Most Common Forms of Business Entity Types in the USA are:
A Sole Proprietorship
A Partnership
A Limited Liability Partnership (LLP)
A Corporation
A Limited Liability Company (LLC)
Selection Process Includes Consideration of the Following Factors
Ease and Cost of Formation
Complexity of Management and Governance
Transferability and Dissolution
Liability Protection for Owners’ Personal Assets
Reporting Requirements and Taxation
Ease and Cost of Formation
Entities are almost always formed under state law. The state dictates the requirements for formation and the formalities that must be followed to maintain the entity’s legal status.
Proprietorships and general partnerships are less complex, inexpensive, and easy to form.
While the other entity types are more complex and more expensive to form.
Complexity of Management and Governance
The administrative requirements and formalities dictated by state law are the least burdensome for sole proprietorships and become more involved with the other entities.
Requirements can include:
-initial registration with the state,
-annual filing requirements
-state- imposed operational requirements that must be met to assure continuation of the entity’s legal status and the benefits that
the legal status brings.
Transferability and Dissolution
Transferability of an ownership interest is easiest with a proprietorship and becomes increasingly more difficult as we move along a spectrum of business entities to the C corporation.
Partnerships, limited partnerships, LLPs, FLPs, LLCs, S corporations, and smaller C corporations generally have limited or restricted transferability rights.
Unlike other business forms, proprietorships can be dissolved at the election of the owner and do not require formal steps for dissolution.
Liability Protection for Owners’ Personal Assets
Some business forms offer liability protection for investors. We refer to this protection as limited liability protection.
If liability protection is available, the investors in such business ventures or entities will not have their personal assets exposed to business (entity) debts or obligations.
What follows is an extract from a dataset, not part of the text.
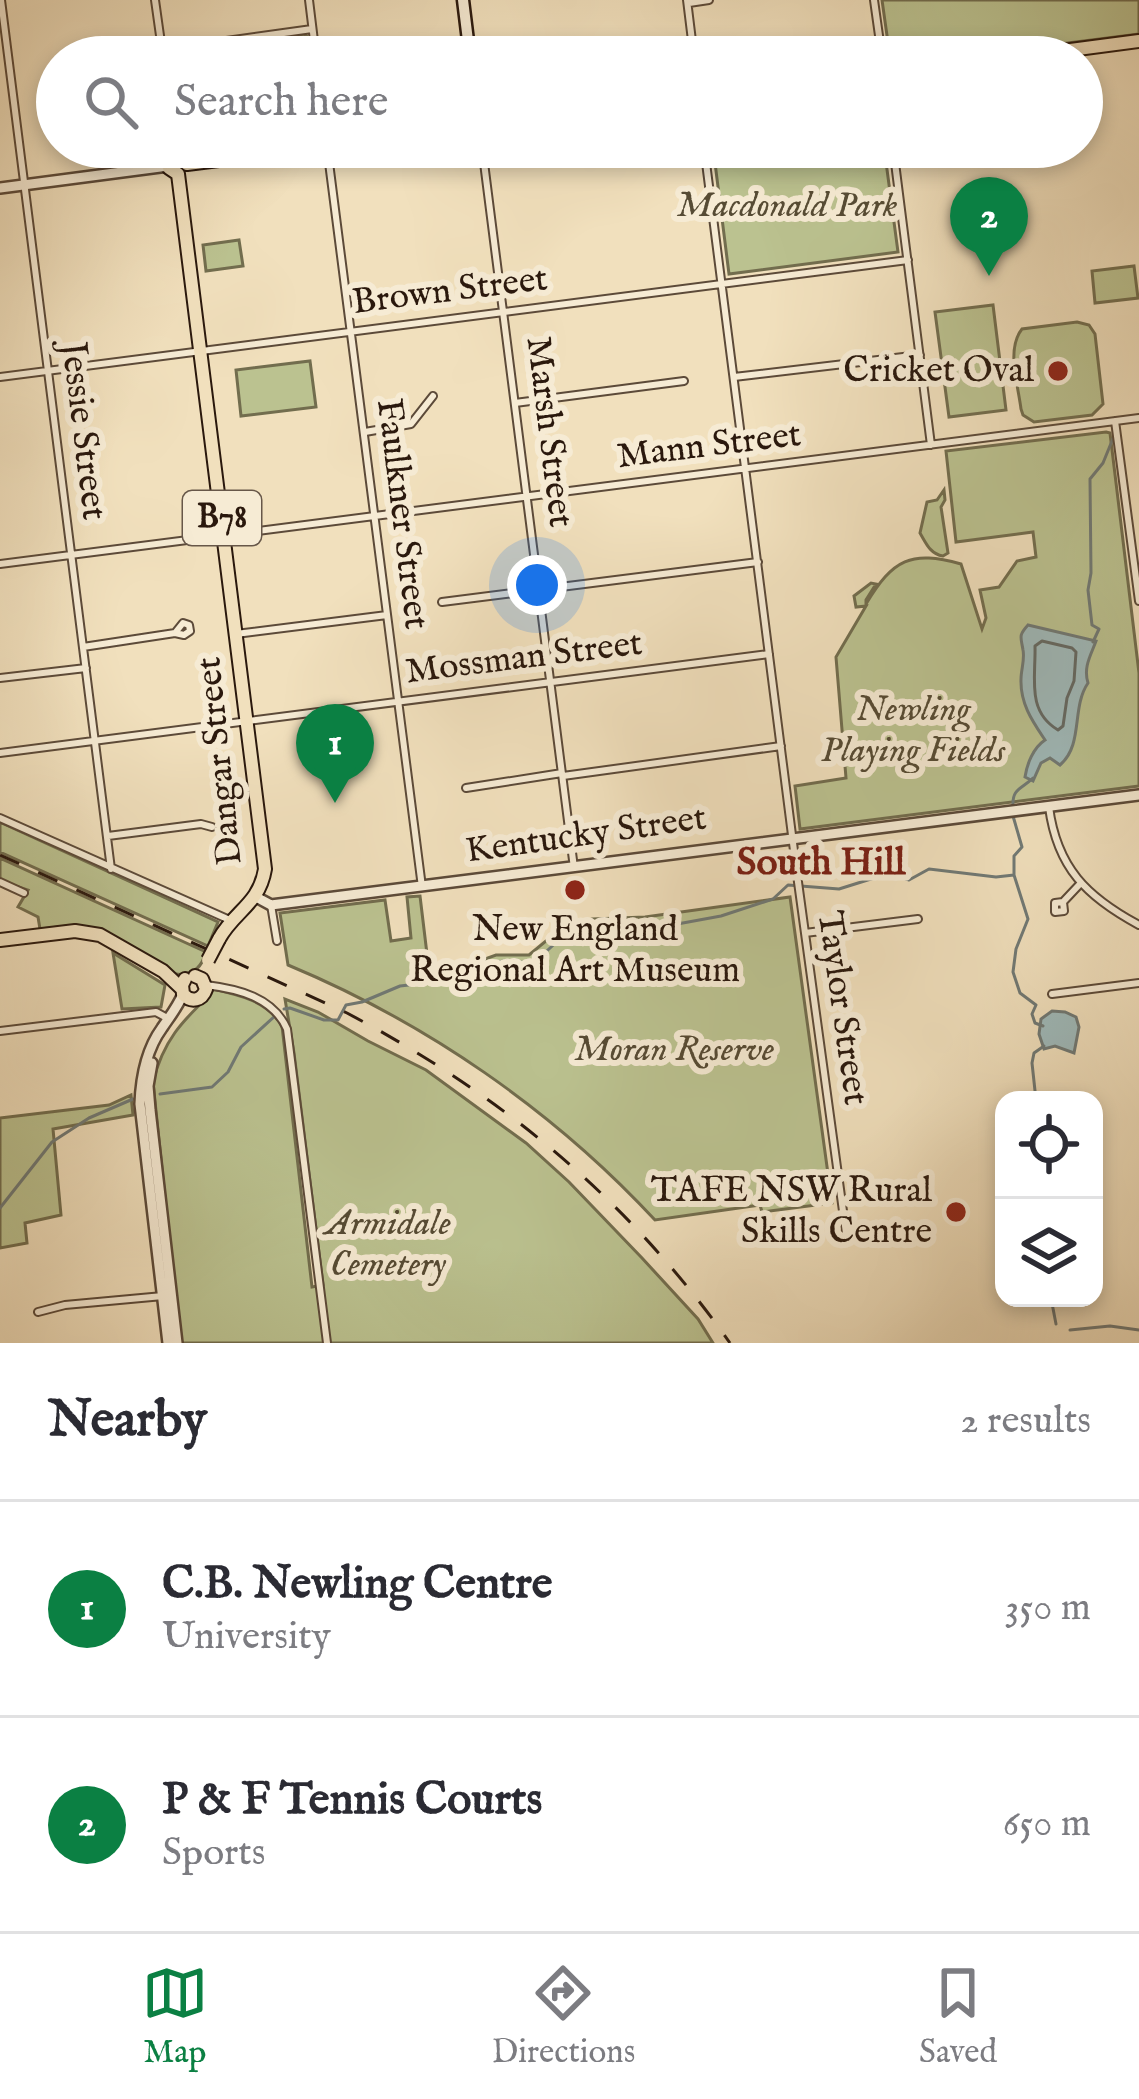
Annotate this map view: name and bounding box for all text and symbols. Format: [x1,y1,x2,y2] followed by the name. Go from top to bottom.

This protection, which may be the most important factor in entity choice, is not available to proprietorships or general partnerships, nor to general partners of a limited partnership and only to a limited extent for limited
liability partnerships (LLP).
What Are the Situations in Which an Entity That Has Limited Liability Protection For Its Owners Under State Law can Lose That Protection?
The state requires that for such protection to continue, the entity must alert the public to its status in a clear and identifiable manner so as to put business creditors on notice that the entity has such protection.
Entities do this through markings on business correspondence such as invoices, letterhead, business cards, and through markings on vehicles (with the name and LLC or Inc. designated), which signals the limited liability status to the public.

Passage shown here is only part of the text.